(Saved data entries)
....

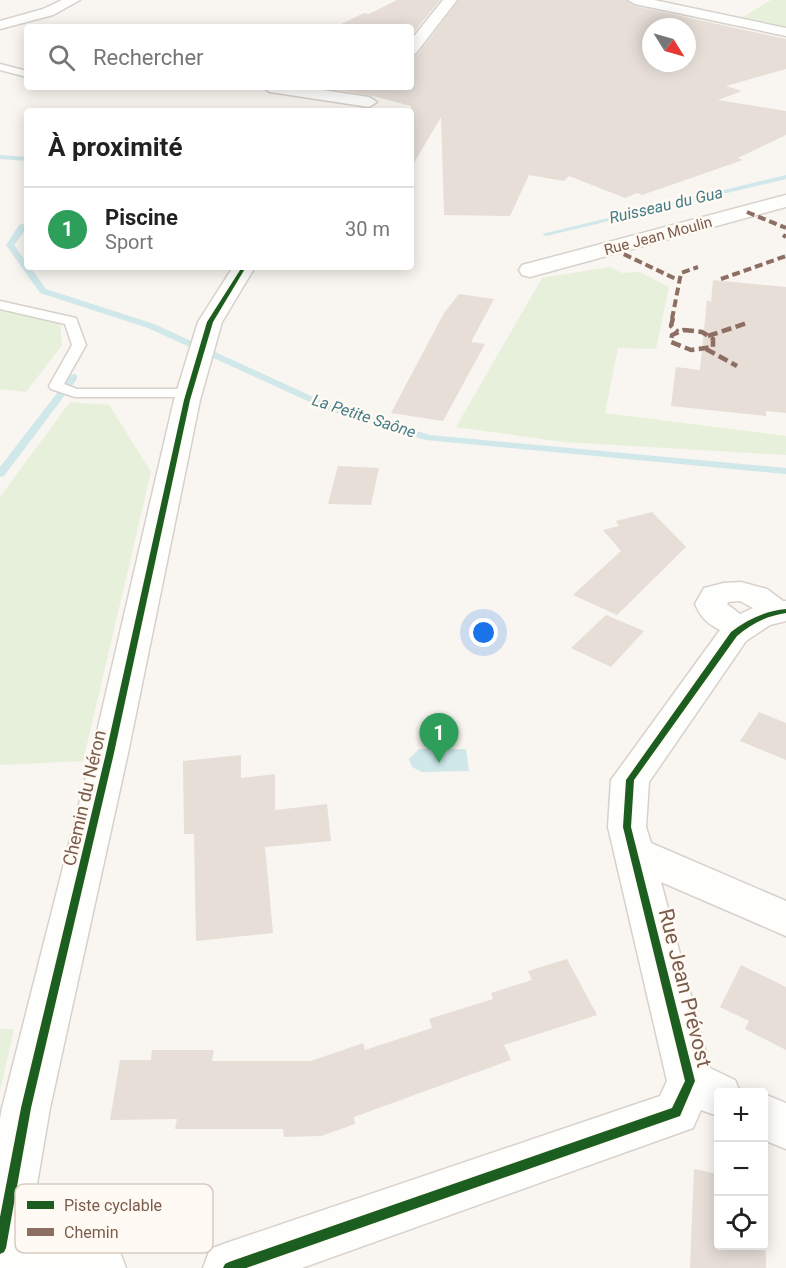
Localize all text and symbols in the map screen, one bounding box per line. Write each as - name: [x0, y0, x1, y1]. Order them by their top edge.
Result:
- north arrow: [642, 18, 696, 72]
- search box: [24, 24, 414, 90]
- icon: search: [45, 41, 78, 74]
- text: Rechercher: [93, 45, 204, 70]
- text: À proximité: [48, 132, 182, 162]
- water label: Ruisseau du Gua: [607, 183, 725, 227]
- text: Piscine: [105, 205, 178, 230]
- street label: Rue Jean Moulin: [602, 213, 714, 259]
- text: 1: [62, 217, 73, 241]
- text: 30 m: [345, 217, 390, 241]
- text: Sport: [105, 230, 153, 254]
- water label: La Petite Saône: [310, 390, 418, 442]
- your location: [469, 618, 498, 647]
- pin: 1: [420, 714, 458, 763]
- street label: Chemin du Néron: [58, 728, 110, 868]
- street label: Rue Jean Prévost: [654, 906, 716, 1070]
- map controls: [714, 1088, 768, 1250]
- button: +: [714, 1088, 768, 1142]
- button: −: [714, 1142, 768, 1196]
- legend: [15, 1184, 213, 1253]
- text: Piste cyclable: [64, 1196, 162, 1215]
- button: locate: [714, 1196, 768, 1250]
- text: Chemin: [64, 1223, 118, 1242]

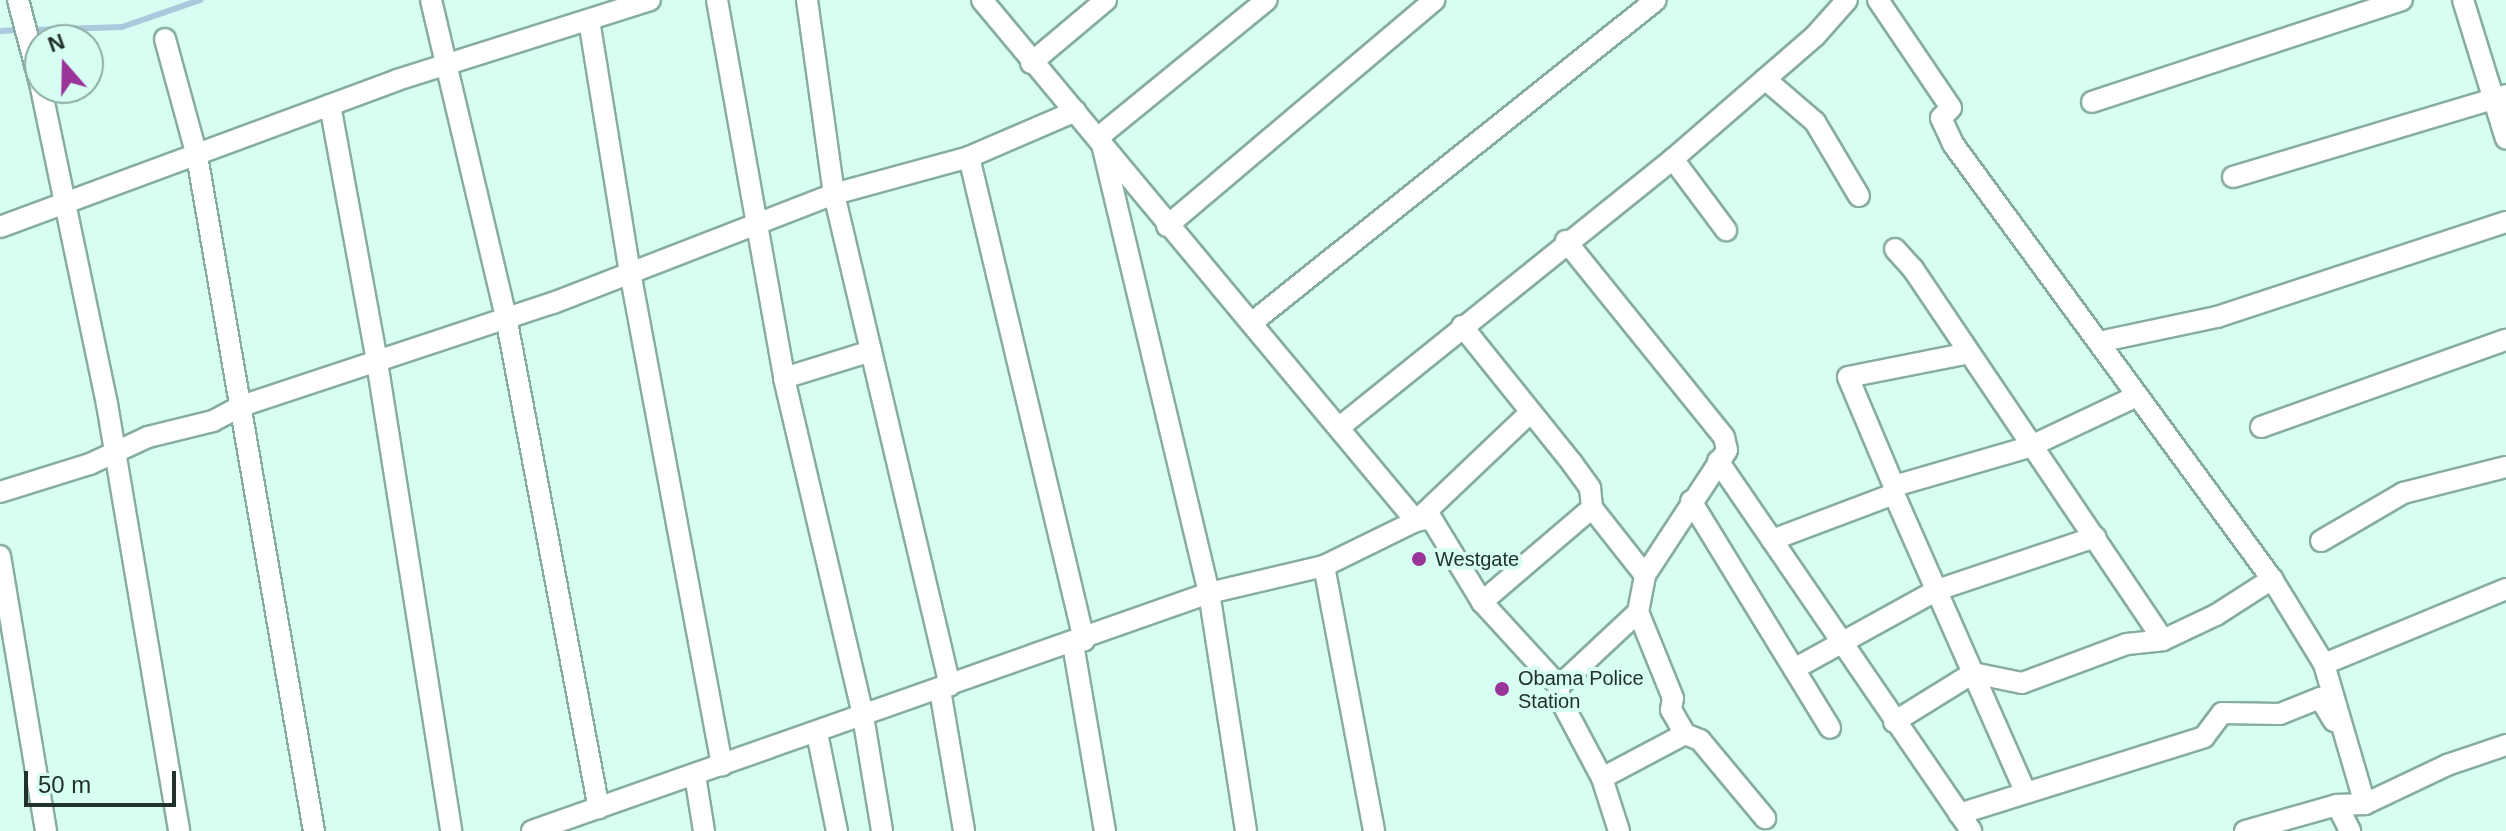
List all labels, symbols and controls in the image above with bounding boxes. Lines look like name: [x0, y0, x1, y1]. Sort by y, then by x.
north arrow: [24, 24, 104, 104]
text: N: [45, 28, 68, 57]
place label: Westgate: [1435, 547, 1519, 571]
marker: Westgate: [1410, 550, 1428, 568]
place label: Obama Police Station: [1518, 666, 1644, 713]
marker: Obama Police Station: [1493, 680, 1511, 698]
scale bar: [28, 755, 180, 805]
text: 50 m: [38, 771, 91, 798]

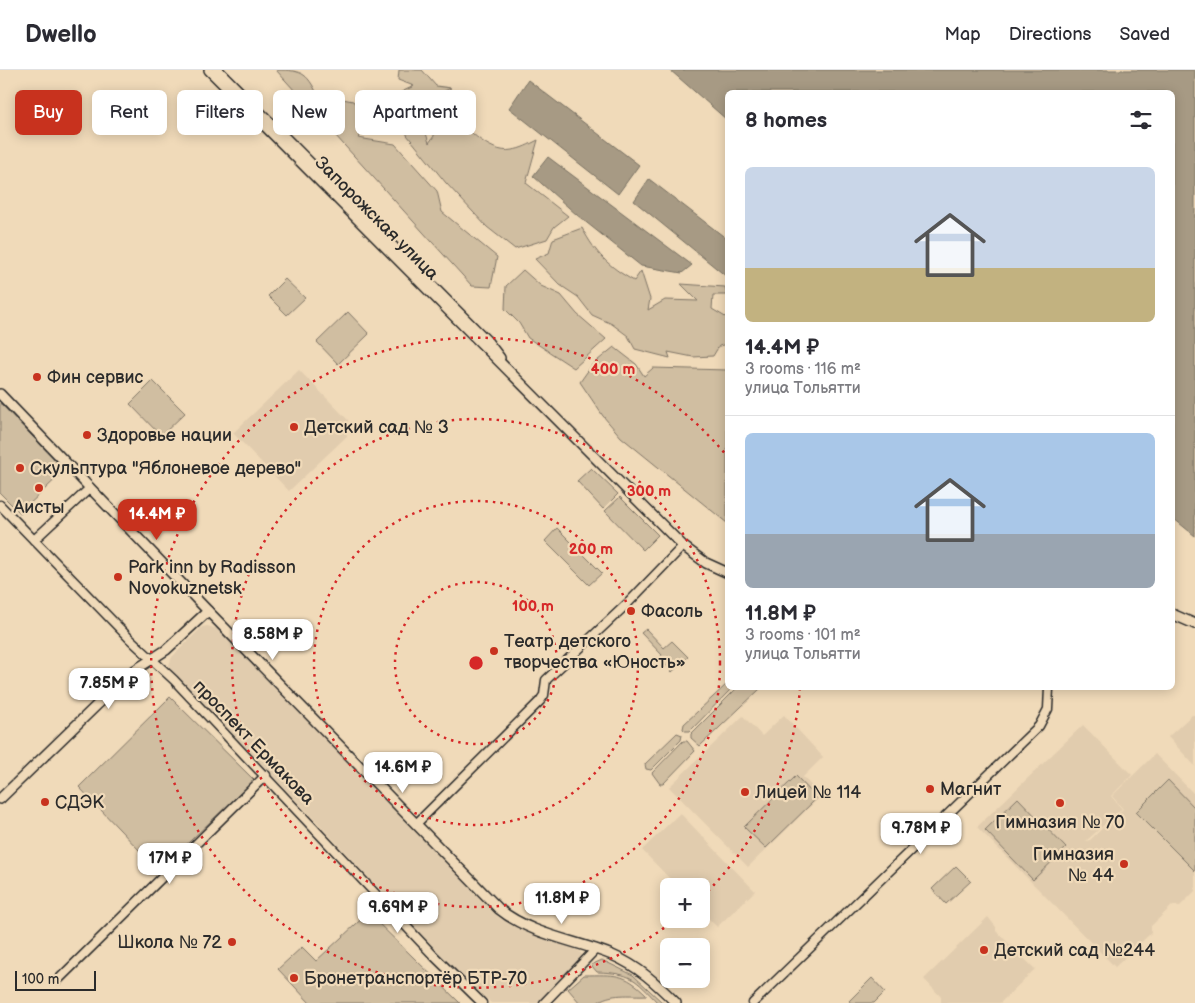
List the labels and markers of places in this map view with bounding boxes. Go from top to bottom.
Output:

....

◆ Brief ◆
Reproduce exactly, with nothing added, the lines from the line with "List all labels, symbols" through the end of the entries above; pictures are to be left out.

◆ Reply ◆
List all labels, symbols and controls in the image above with bounding boxes. Lines look like name: [x0, y0, x1, y1]. Sort by y, then by x.
north arrow: [24, 24, 104, 104]
text: N: [45, 28, 68, 57]
place label: Westgate: [1435, 547, 1519, 571]
marker: Westgate: [1410, 550, 1428, 568]
place label: Obama Police Station: [1518, 666, 1644, 713]
marker: Obama Police Station: [1493, 680, 1511, 698]
scale bar: [28, 755, 180, 805]
text: 50 m: [38, 771, 91, 798]

List the labels and markers of places in this map view with bounding boxes. Go from top to bottom.
Output:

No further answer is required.